J. David Velleman
J. David Velleman (born 1952)[1] is a Professor of Philosophy at New York University in the NYU Department of Philosophy. He taught previously for more than twenty years at the University of Michigan. He primarily works in the areas of ethics, moral psychology, and related areas such as the philosophy of action, constitutivism and practical reasoning.
Biography
Velleman received his Ph.D. from Princeton University in 1983 under the supervision of David K. Lewis. He has received fellowships from the National Endowment for the Humanities and the Guggenheim Foundation. He is founding co-editor with Stephen Darwall of Philosophers' Imprint,[2] an on-line, peer-refereed philosophy journal. Several of his former students are now established philosophers, including Connie Rosati at the University of Arizona and Nishiten Shah at Amherst College.
Works
The following is a partial list of Velleman's publications.
Books
- Practical Reflection (Princeton University Press, 1989)

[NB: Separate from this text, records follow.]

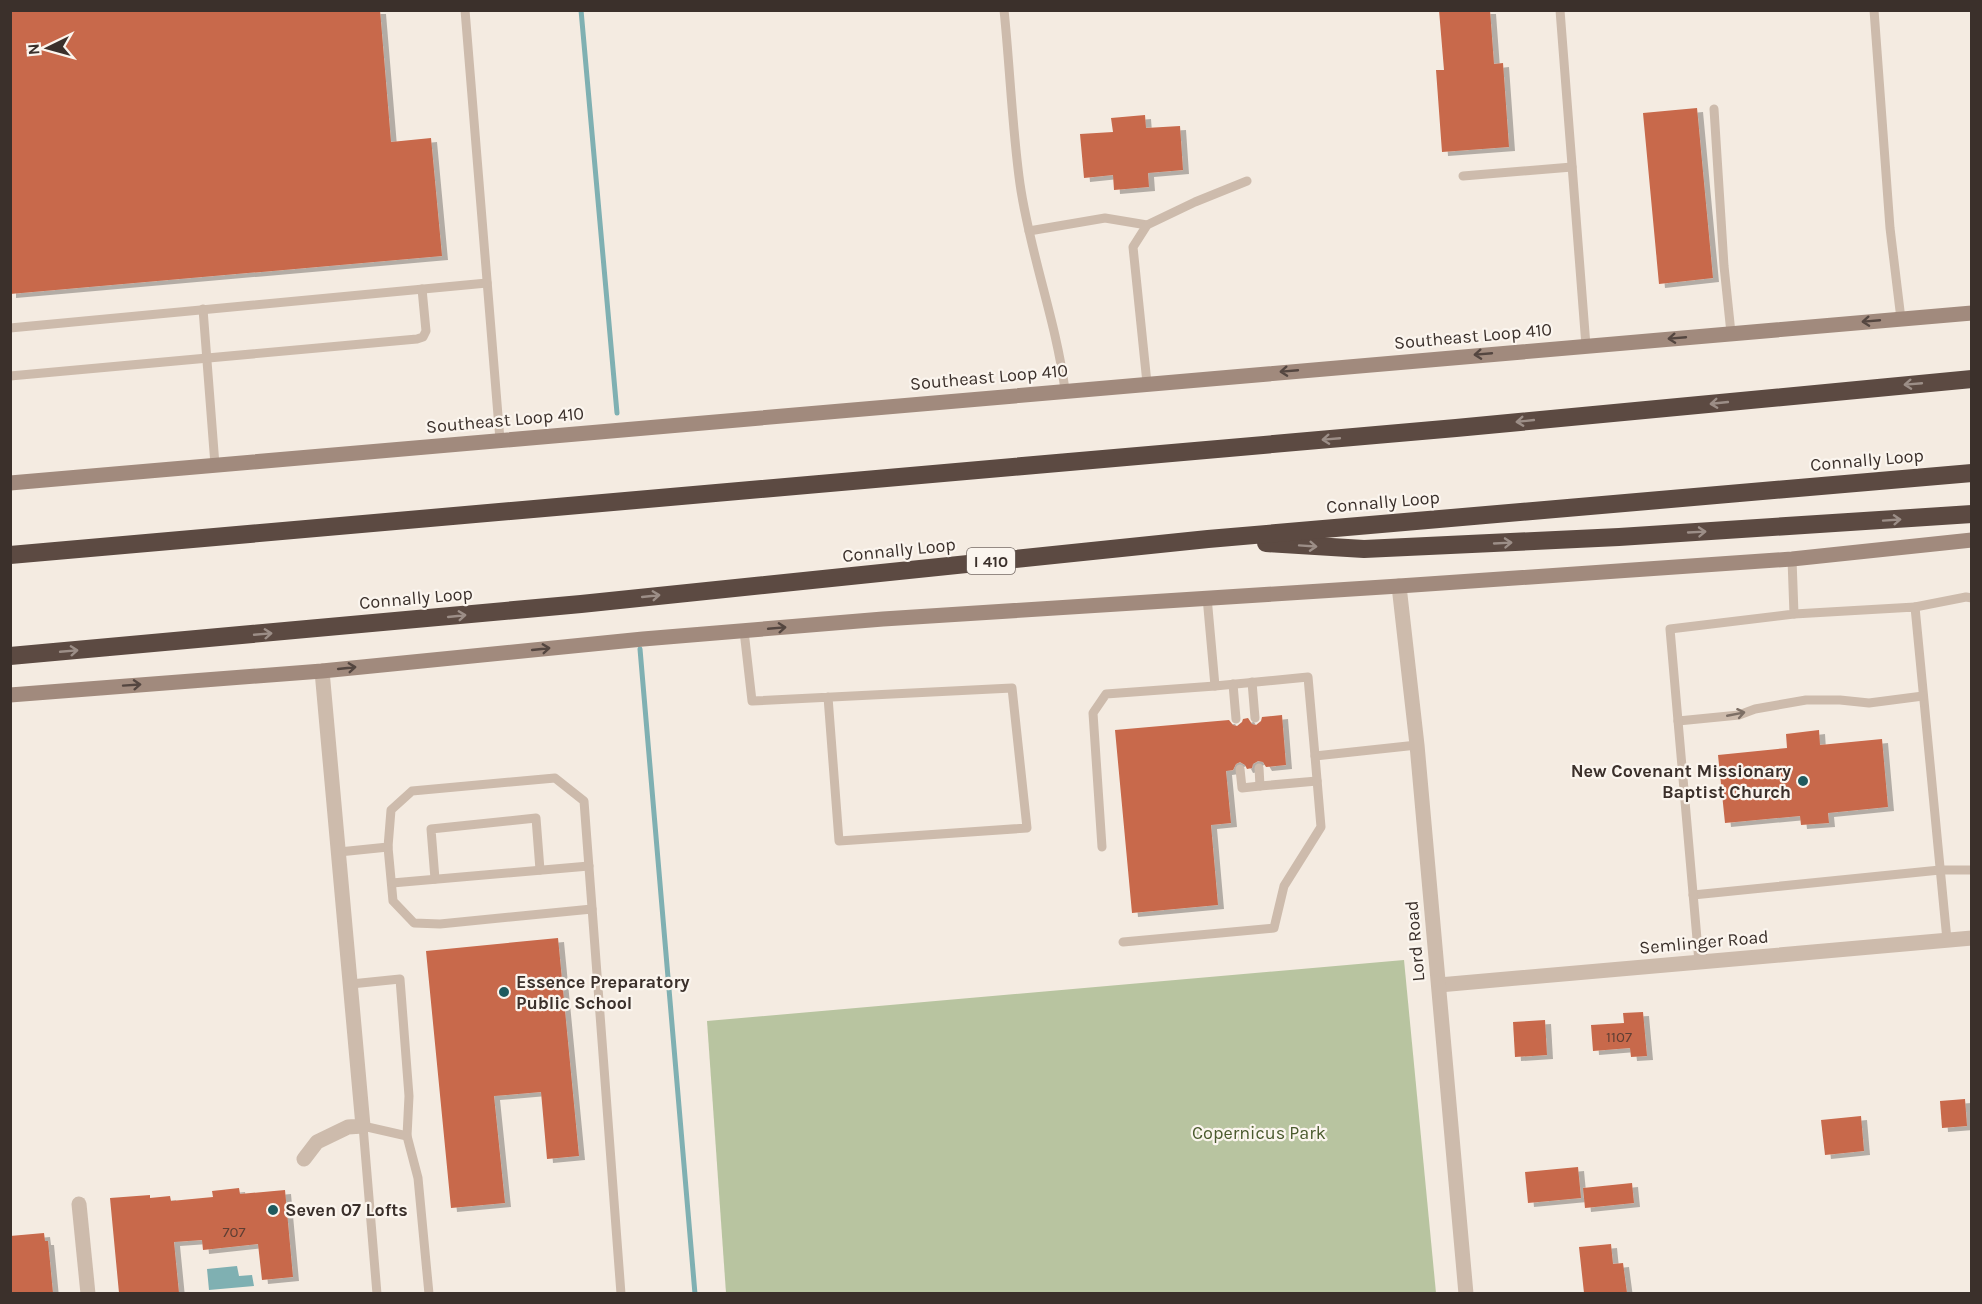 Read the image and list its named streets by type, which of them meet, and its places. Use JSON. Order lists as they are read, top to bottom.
{
  "streets": {
    "highway": ["Connally Loop", "I 410"],
    "main road": ["Southeast Loop 410"],
    "street": ["Lord Road", "Semlinger Road"]
  },
  "crossings": [
    ["Lord Road", "Semlinger Road"]
  ],
  "one_way": ["Southeast Loop 410"],
  "parks": ["Copernicus Park"],
  "places": ["New Covenant Missionary Baptist Church", "Essence Preparatory Public School", "Seven 07 Lofts"],
  "house_numbers": ["1107", "707"],
  "north": "left"
} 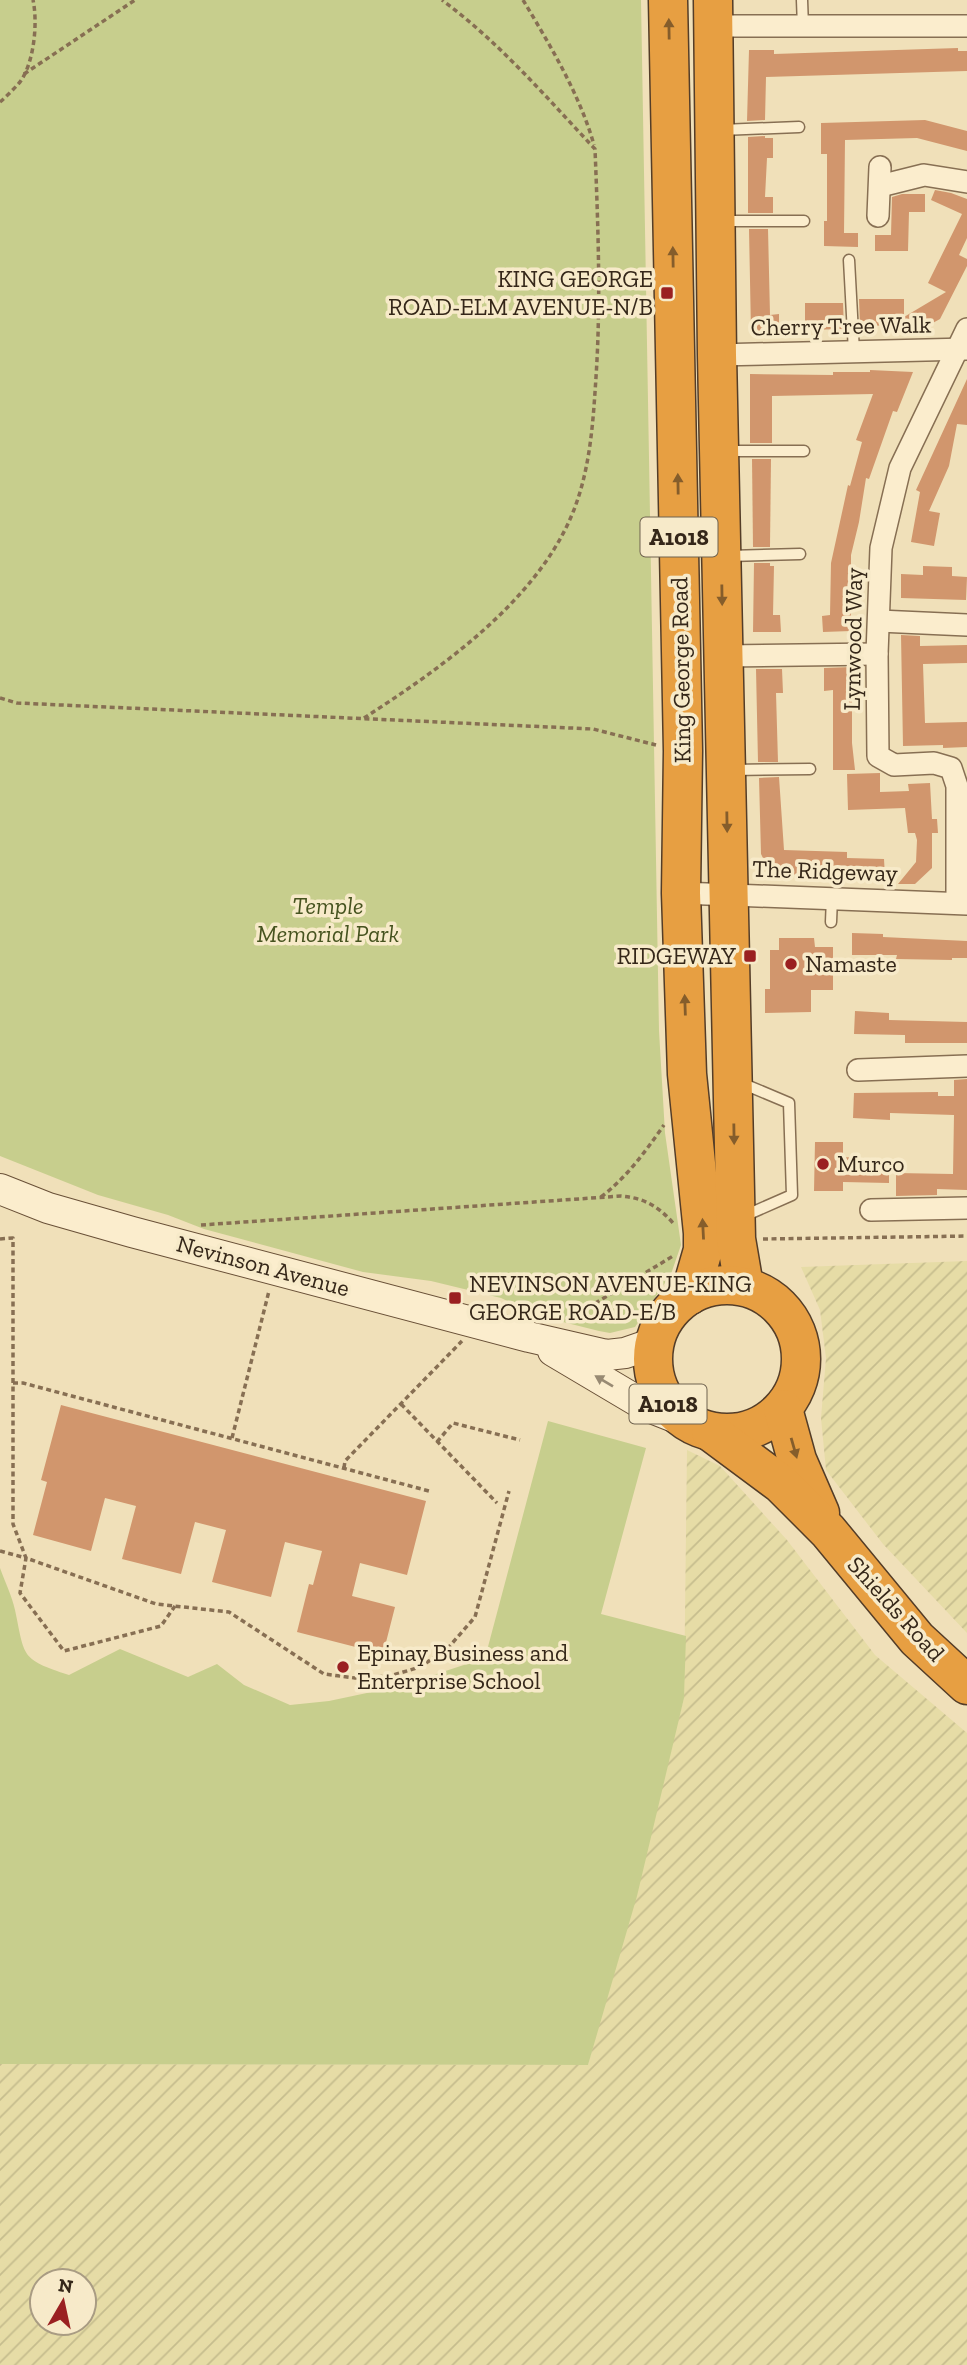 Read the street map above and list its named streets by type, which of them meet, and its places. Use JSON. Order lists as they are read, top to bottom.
{
  "streets": {
    "highway": ["A1018", "King George Road", "Shields Road"],
    "street": [
      "Cherry Tree Walk",
      "Lynwood Way",
      "The Ridgeway",
      "Nevinson Avenue"
    ]
  },
  "crossings": [
    ["Cherry Tree Walk", "Lynwood Way"],
    ["Cherry Tree Walk", "King George Road"],
    ["A1018", "King George Road"],
    ["A1018", "Nevinson Avenue"],
    ["A1018", "Shields Road"],
    ["Lynwood Way", "The Ridgeway"],
    ["King George Road", "The Ridgeway"],
    ["King George Road", "Nevinson Avenue"],
    ["King George Road", "Shields Road"],
    ["Nevinson Avenue", "Shields Road"]
  ],
  "parks": ["Temple Memorial Park"],
  "places": {
    "transit": ["KING GEORGE ROAD-ELM AVENUE-N/B", "RIDGEWAY", "NEVINSON AVENUE-KING GEORGE ROAD-E/B"],
    "other": ["Namaste", "Murco", "Epinay Business and Enterprise School"]
  },
  "north": "top"
} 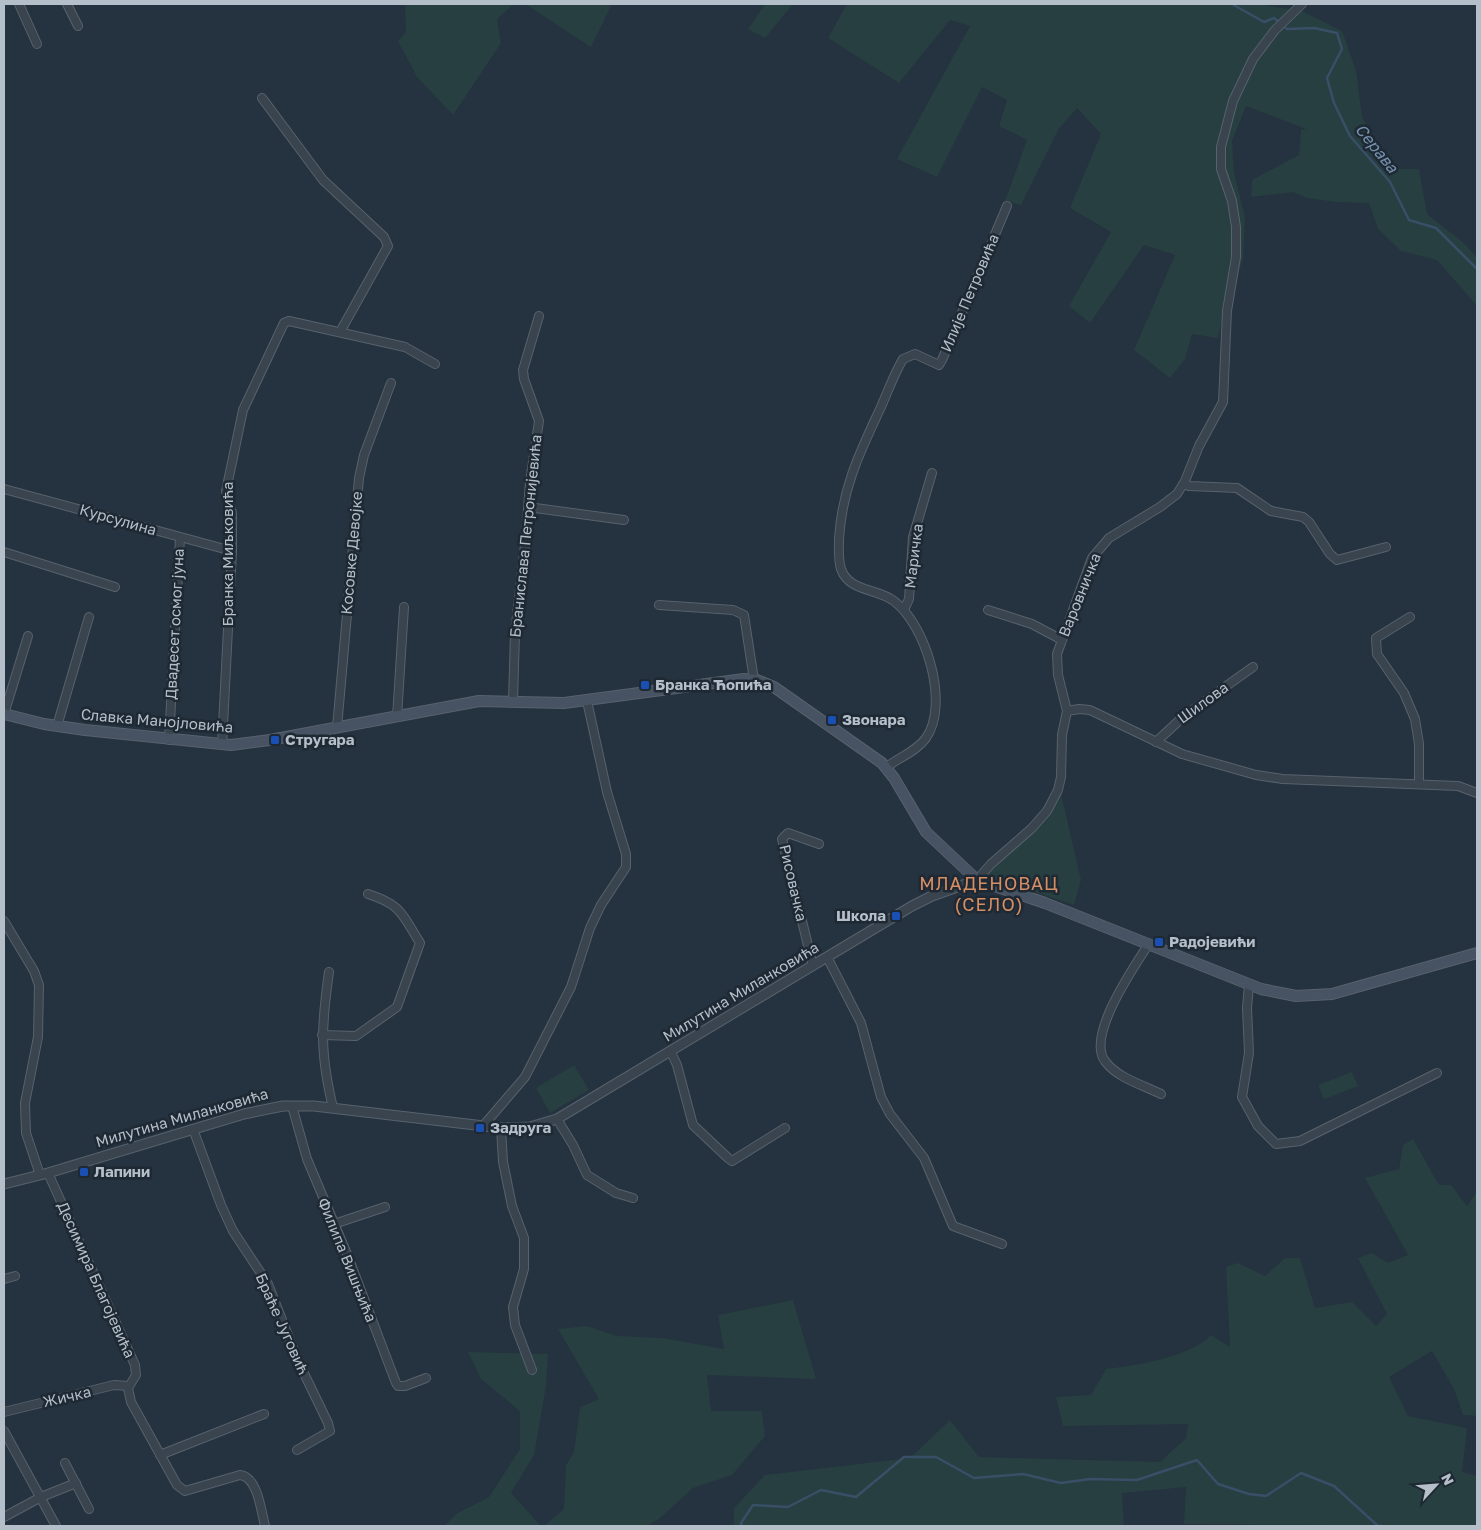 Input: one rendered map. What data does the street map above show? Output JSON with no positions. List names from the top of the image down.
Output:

- Self to Self (Cambridge University Press, 2006)
- How We Get Along (Cambridge University Press, 2009)
- Foundations for Moral Relativism (Open Book Publishers, 2013)
- Konrad Morgen: The Conscience of a Nazi Judge (with Herlinde Pauer-Studer) (Palgrave Macmillan, 201
- The Possibility of Practical Reason Second Edition (Maize Books, 2015)
- Beyond Price: Essays on Life and Death (Open Book Publishers, 2015)
Articles
- (1985) "Practical Reflection" Philosophical Review 94(1):33–61.
- (1989) "Colour as a Secondary Quality" Mind XCVIII(389):81–103. [co-authored with Paul Boghossian]
- (1992) "What Happens When Someone Acts?" Mind 101(403):461–481.
- (1992) "The Guise of the Good" Noûs 26(1):3–26.
- (1999) "Love as a Moral Emotion" in Ethics 109, N° 2(January 1999):338–374.
Interviews
- 'Really Seeing Another' in Alex Voorhoeve, Conversations on Ethics Oxford University Press, 2009. ISBN 978-0-19-921537-9. (A conversation about Velleman's views on love and its relation to morality.)
See also
References
- ↑ "DNB, Katalog der Deutschen Nationalbibliothek". Katalog der Deutschen Nationalbibliothek.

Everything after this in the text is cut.